### [WORK REQUIRED]
The expected response is the full set of records, unchanged.

• • • • •

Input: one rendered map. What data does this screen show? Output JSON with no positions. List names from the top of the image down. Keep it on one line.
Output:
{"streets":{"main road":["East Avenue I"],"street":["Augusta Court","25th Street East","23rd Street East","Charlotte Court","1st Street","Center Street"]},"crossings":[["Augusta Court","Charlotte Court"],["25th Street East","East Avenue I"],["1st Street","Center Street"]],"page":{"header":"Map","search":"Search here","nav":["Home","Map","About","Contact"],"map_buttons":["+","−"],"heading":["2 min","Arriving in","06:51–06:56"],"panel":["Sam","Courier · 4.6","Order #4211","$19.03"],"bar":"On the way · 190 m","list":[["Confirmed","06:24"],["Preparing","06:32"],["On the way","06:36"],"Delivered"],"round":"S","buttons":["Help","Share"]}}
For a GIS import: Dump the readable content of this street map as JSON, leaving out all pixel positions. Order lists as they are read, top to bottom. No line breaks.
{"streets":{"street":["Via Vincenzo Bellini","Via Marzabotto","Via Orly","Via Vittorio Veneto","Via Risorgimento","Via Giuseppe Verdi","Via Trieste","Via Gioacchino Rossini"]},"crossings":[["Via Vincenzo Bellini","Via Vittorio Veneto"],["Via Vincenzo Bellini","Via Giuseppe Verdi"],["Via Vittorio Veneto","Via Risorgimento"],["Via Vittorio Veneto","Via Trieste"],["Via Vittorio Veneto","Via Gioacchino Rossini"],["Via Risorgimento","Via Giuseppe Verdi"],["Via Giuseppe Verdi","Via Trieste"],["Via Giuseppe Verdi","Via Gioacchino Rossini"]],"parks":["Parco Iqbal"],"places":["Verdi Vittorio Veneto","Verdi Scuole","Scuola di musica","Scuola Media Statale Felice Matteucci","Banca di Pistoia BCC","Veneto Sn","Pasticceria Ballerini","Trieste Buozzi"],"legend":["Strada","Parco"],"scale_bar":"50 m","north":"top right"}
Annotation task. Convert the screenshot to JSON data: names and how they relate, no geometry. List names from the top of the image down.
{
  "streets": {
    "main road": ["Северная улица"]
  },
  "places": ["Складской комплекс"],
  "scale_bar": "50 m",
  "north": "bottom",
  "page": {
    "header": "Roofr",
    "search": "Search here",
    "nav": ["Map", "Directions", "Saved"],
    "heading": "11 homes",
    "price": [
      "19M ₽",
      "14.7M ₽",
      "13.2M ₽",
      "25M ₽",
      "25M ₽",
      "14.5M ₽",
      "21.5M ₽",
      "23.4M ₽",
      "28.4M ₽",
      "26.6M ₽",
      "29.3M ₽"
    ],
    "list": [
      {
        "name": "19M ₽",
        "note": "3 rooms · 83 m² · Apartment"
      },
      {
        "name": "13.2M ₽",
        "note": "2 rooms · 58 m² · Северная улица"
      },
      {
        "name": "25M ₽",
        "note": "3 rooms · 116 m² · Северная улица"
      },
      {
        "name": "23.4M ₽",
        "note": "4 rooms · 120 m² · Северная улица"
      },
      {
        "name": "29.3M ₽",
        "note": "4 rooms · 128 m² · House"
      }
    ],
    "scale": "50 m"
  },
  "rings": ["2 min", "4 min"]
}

• • • • •

### [TASK ANSWER]
Input: one rendered map. What data does this screen show? Output JSON with no positions. List names from the top of the image down. Keep it on one line.
Output:
{"streets":{"main road":["East Avenue I"],"street":["Augusta Court","25th Street East","23rd Street East","Charlotte Court","1st Street","Center Street"]},"crossings":[["Augusta Court","Charlotte Court"],["25th Street East","East Avenue I"],["1st Street","Center Street"]],"page":{"header":"Map","search":"Search here","nav":["Home","Map","About","Contact"],"map_buttons":["+","−"],"heading":["2 min","Arriving in","06:51–06:56"],"panel":["Sam","Courier · 4.6","Order #4211","$19.03"],"bar":"On the way · 190 m","list":[["Confirmed","06:24"],["Preparing","06:32"],["On the way","06:36"],"Delivered"],"round":"S","buttons":["Help","Share"]}}
For a GIS import: Dump the readable content of this street map as JSON, leaving out all pixel positions. Order lists as they are read, top to bottom. No line breaks.
{"streets":{"street":["Via Vincenzo Bellini","Via Marzabotto","Via Orly","Via Vittorio Veneto","Via Risorgimento","Via Giuseppe Verdi","Via Trieste","Via Gioacchino Rossini"]},"crossings":[["Via Vincenzo Bellini","Via Vittorio Veneto"],["Via Vincenzo Bellini","Via Giuseppe Verdi"],["Via Vittorio Veneto","Via Risorgimento"],["Via Vittorio Veneto","Via Trieste"],["Via Vittorio Veneto","Via Gioacchino Rossini"],["Via Risorgimento","Via Giuseppe Verdi"],["Via Giuseppe Verdi","Via Trieste"],["Via Giuseppe Verdi","Via Gioacchino Rossini"]],"parks":["Parco Iqbal"],"places":["Verdi Vittorio Veneto","Verdi Scuole","Scuola di musica","Scuola Media Statale Felice Matteucci","Banca di Pistoia BCC","Veneto Sn","Pasticceria Ballerini","Trieste Buozzi"],"legend":["Strada","Parco"],"scale_bar":"50 m","north":"top right"}
Annotation task. Convert the screenshot to JSON data: names and how they relate, no geometry. List names from the top of the image down.
{
  "streets": {
    "main road": ["Северная улица"]
  },
  "places": ["Складской комплекс"],
  "scale_bar": "50 m",
  "north": "bottom",
  "page": {
    "header": "Roofr",
    "search": "Search here",
    "nav": ["Map", "Directions", "Saved"],
    "heading": "11 homes",
    "price": [
      "19M ₽",
      "14.7M ₽",
      "13.2M ₽",
      "25M ₽",
      "25M ₽",
      "14.5M ₽",
      "21.5M ₽",
      "23.4M ₽",
      "28.4M ₽",
      "26.6M ₽",
      "29.3M ₽"
    ],
    "list": [
      {
        "name": "19M ₽",
        "note": "3 rooms · 83 m² · Apartment"
      },
      {
        "name": "13.2M ₽",
        "note": "2 rooms · 58 m² · Северная улица"
      },
      {
        "name": "25M ₽",
        "note": "3 rooms · 116 m² · Северная улица"
      },
      {
        "name": "23.4M ₽",
        "note": "4 rooms · 120 m² · Северная улица"
      },
      {
        "name": "29.3M ₽",
        "note": "4 rooms · 128 m² · House"
      }
    ],
    "scale": "50 m"
  },
  "rings": ["2 min", "4 min"]
}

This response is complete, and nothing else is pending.